Ein Tag zum Feiern für den deutschen Wassersport! Bei der Schwimm-Europameisterschaft in Paris hat Moritz Wesemann Gold geholt. Dazu kam Silber für das deutsche Team im Turmspringen. Die Bilanz des Tages: Deutschland mischt vorne mit.
Für die 50+ Generation, die den Wassersport seit den Zeiten von Weltstars wie Jan Hempel und Annett Görner verfolgt, ist das eine erfreuliche Nachricht: Der deutsche Wassersprung-Nachwuchs ist zurück.
Wer ist Moritz Wesemann?
Moritz Wesemann, 28, ist einer der besten Wasserspringer Deutschlands. Der gebürtige Berliner startet für die WG Berlin und hat in seiner Karriere bereits mehrere internationale Medaillen gewonnen. Bei der EM in Paris krönte er sich nun mit Gold — sein bislang größter Erfolg.

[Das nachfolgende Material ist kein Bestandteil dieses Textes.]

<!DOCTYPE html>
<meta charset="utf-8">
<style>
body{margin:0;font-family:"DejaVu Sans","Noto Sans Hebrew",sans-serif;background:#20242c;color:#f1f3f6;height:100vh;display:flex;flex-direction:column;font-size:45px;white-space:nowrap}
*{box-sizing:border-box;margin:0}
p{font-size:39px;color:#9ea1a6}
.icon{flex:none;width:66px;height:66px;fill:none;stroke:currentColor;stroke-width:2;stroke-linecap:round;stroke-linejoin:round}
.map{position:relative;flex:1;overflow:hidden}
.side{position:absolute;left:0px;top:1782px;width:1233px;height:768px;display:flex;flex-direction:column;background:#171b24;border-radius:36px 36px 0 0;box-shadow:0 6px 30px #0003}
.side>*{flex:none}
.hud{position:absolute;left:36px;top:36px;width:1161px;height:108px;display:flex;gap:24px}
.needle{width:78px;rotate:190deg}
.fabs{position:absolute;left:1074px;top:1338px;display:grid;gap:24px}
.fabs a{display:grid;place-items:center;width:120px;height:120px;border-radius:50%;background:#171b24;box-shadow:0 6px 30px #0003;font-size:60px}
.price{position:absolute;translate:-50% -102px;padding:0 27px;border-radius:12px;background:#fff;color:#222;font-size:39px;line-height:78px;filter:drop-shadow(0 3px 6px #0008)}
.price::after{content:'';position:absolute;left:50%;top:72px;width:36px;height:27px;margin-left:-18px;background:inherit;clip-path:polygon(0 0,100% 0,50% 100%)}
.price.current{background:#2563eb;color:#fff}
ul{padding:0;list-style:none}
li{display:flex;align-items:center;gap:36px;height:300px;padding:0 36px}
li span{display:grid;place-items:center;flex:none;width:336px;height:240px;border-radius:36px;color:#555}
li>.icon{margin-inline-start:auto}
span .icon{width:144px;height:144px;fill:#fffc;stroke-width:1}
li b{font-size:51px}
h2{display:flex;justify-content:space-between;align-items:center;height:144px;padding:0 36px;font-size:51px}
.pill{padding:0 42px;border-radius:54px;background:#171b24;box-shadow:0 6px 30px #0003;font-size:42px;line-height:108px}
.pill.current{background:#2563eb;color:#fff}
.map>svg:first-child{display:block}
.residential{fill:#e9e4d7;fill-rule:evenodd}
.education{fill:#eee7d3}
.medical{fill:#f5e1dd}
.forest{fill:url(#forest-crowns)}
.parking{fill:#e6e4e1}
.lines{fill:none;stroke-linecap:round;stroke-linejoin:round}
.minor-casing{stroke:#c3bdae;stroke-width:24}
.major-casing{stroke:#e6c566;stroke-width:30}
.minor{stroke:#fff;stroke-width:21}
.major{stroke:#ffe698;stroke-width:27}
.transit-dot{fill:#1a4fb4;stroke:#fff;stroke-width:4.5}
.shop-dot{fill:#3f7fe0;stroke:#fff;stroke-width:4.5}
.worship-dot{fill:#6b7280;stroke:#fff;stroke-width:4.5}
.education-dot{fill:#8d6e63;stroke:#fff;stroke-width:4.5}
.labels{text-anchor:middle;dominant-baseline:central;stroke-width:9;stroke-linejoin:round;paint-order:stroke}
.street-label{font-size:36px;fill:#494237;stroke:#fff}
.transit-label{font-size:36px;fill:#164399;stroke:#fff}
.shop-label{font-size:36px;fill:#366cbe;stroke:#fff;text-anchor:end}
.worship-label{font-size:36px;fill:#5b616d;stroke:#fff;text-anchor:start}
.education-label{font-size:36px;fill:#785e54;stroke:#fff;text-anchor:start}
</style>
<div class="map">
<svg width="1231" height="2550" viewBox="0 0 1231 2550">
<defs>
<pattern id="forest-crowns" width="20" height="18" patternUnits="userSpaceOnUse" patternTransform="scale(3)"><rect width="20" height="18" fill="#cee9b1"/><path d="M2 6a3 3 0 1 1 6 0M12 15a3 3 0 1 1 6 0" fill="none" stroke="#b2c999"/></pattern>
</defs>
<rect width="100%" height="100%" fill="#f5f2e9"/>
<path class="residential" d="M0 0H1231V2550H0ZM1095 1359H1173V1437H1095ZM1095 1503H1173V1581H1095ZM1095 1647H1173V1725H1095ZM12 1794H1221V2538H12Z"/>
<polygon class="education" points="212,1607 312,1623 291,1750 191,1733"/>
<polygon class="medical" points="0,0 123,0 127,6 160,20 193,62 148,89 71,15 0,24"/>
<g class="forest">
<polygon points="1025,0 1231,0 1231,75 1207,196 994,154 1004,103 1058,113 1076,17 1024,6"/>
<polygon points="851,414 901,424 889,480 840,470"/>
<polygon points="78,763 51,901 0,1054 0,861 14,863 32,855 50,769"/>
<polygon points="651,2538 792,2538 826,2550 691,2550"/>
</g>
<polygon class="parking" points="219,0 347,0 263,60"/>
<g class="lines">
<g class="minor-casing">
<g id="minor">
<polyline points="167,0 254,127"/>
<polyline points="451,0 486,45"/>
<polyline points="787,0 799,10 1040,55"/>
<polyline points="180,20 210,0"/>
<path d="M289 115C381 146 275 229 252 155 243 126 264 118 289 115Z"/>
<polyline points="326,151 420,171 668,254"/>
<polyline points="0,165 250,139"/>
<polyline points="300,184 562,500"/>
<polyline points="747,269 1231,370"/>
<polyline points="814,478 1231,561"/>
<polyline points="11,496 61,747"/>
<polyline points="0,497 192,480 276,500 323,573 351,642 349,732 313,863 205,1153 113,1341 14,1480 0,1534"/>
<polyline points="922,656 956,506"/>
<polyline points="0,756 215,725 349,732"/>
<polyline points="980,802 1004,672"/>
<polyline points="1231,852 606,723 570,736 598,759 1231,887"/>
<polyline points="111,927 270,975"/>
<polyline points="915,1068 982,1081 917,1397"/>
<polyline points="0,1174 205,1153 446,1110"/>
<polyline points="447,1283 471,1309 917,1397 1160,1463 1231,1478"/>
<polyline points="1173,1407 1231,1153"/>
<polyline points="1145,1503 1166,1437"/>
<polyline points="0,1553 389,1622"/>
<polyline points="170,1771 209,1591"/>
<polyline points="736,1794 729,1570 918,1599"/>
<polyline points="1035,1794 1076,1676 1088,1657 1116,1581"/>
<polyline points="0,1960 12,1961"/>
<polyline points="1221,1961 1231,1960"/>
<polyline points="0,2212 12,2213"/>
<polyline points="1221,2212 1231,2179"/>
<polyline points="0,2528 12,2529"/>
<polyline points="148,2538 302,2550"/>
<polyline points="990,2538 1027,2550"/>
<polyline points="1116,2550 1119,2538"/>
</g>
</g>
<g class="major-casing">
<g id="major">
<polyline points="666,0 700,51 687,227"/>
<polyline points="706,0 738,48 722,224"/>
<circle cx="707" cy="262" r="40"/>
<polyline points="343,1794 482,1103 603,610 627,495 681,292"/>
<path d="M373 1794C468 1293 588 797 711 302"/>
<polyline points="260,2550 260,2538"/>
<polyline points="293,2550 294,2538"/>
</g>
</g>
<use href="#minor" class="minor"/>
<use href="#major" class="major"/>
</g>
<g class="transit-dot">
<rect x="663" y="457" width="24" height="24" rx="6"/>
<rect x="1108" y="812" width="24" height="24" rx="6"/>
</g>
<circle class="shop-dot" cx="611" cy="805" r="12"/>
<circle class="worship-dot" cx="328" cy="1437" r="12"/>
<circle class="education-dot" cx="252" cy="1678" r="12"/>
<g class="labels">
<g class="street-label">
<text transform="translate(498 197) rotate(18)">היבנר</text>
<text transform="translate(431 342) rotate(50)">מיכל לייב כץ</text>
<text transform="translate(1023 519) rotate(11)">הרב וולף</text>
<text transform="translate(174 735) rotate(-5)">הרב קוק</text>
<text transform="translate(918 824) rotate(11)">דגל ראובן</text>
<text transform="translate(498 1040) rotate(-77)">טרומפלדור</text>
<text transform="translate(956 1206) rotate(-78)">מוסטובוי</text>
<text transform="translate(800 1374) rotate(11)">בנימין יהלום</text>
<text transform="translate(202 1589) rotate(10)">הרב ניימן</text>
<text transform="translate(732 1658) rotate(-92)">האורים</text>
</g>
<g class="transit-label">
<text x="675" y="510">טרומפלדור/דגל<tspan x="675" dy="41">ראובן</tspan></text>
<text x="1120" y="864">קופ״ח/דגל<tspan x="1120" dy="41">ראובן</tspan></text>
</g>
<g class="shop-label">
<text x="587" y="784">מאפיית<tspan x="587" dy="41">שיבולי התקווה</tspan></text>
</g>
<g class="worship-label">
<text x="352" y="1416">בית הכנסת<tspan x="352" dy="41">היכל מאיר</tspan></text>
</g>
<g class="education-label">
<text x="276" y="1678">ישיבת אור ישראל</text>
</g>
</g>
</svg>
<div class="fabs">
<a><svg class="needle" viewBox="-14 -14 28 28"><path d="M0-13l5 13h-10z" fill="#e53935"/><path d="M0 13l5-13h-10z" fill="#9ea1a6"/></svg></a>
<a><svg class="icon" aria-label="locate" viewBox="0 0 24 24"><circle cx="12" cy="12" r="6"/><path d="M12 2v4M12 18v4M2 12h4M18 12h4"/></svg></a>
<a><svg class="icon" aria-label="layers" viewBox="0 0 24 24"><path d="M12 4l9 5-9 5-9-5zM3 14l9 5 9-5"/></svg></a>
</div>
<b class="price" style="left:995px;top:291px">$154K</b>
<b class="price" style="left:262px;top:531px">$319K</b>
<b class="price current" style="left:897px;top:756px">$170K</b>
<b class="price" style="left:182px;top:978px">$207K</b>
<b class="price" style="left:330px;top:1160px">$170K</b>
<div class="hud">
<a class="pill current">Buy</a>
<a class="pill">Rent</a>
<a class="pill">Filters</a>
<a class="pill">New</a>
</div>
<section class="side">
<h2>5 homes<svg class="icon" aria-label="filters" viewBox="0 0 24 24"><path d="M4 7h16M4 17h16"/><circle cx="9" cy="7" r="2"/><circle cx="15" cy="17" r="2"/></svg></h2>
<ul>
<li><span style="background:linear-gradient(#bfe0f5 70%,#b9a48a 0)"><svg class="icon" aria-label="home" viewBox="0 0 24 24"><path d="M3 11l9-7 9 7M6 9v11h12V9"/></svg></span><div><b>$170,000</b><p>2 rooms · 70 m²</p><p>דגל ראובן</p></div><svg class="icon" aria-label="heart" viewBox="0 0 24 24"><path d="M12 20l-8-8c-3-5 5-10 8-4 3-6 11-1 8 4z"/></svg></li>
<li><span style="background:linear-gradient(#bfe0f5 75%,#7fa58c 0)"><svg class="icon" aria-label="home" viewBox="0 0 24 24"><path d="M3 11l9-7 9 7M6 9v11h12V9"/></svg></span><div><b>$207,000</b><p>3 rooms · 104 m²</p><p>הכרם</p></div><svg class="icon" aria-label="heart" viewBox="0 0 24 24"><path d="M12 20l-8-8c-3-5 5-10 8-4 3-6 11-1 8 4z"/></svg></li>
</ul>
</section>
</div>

Wesemann gilt als Spezialist für die anspruchsvollen Sprünge vom 3-Meter-Brett. Seine Stärke: die technische Perfektion kombiniert mit Nervenstärke in den entscheidenden Momenten.
Die Bilanz der EM
Die Schwimm-EM in Paris läuft seit Ende Juli. Für die deutschen Wasserspringer ist sie bisher ein voller Erfolg:
- Gold: Moritz Wesemann (3-Meter-Brett)
- Silber: Das deutsche Duo im Turmspringen (Pfeif und Wassen)
- Weitere Medaillenchancen: Das Team ist in mehreren Finals vertreten
Damit knüpft der deutsche Wassersprung-Sport an frühere Erfolge an. Nach einigen Jahren mit schwächeren Ergebnissen zeigt die junge Generation wieder, was sie kann.
Warum der deutsche Wassersport begeistert
Der Wassersport hat in Deutschland eine lange Tradition. In den 90ern und 2000ern prägten Springer wie Jan Hempel, Heiko Meyer und die Synchronspringerinnen die Weltspitze. Bei Olympia holten deutsche Springer regelmäßig Medaillen.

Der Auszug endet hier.